In Cameroon in 1931, Sara is taken from her family and brought to Mount Pleasant as a gift for Sultan Njoya, the Bamum leader cast into exile by French colonialists. Just nine years old and on the verge of becoming one of the sultan’s hundreds of wives, Sara’s story takes an unexpected turn when she is recognized by Bertha, the slave in charge of training Njoya’s brides, as Nebu, the son she lost tragically years before. In Sara’s new life as a boy she bears witness to the world of Sultan Njoya–a magical yet declining place of artistic and intellectual minds–and hears the story of the sultan’s last days in the Palace of All Dreams and of the sad fate of Nebu, the greatest artist their culture had seen.
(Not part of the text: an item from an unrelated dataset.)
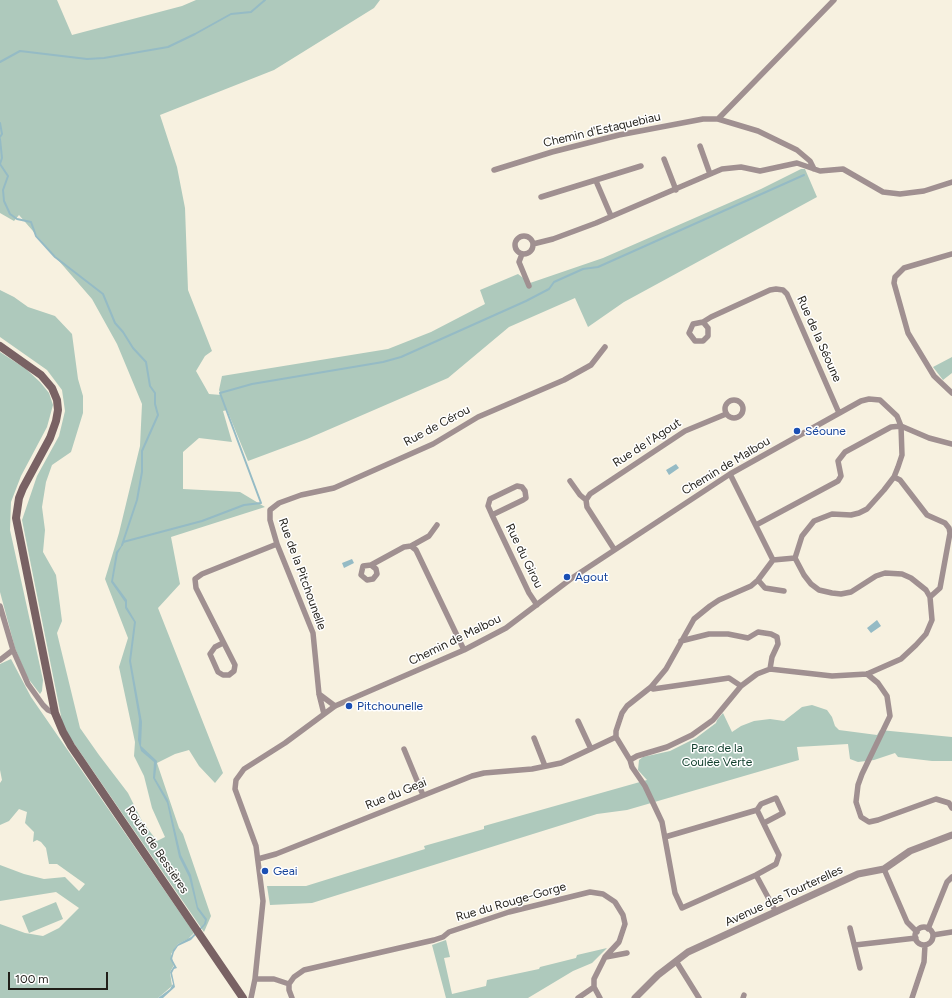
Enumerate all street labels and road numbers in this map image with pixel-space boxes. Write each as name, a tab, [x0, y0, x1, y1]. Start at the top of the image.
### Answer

Seven decades later, a student returns home to Cameroon to research the place it once was, and she finds Sara, silent for decades, ready to tell her story. In her serpentine tale, a lost kingdom lives again in the compromised intersection between flawed memory, tangled fiction, and faintly discernible truth. In this telling, history is invented anew and transformed–a man awakens from a coma to find the animal kingdom dancing a waltz; a spirit haunts a cocoa plantation; and a sculptor re-creates his lost love in a work of art that challenges the boundary between truth and the ideal.
Patrice Nganang was born in Cameroon and is a novelist, a poet, and an essayist. His novel Temps de chien received the Prix Littéraire Marguerite Yourcenar and the Grand prix littéraire d’Afrique noire. He is also the author of La Joie de vivre and L’Invention d’un beau regard. He teaches comparative literature at Stony Brook University.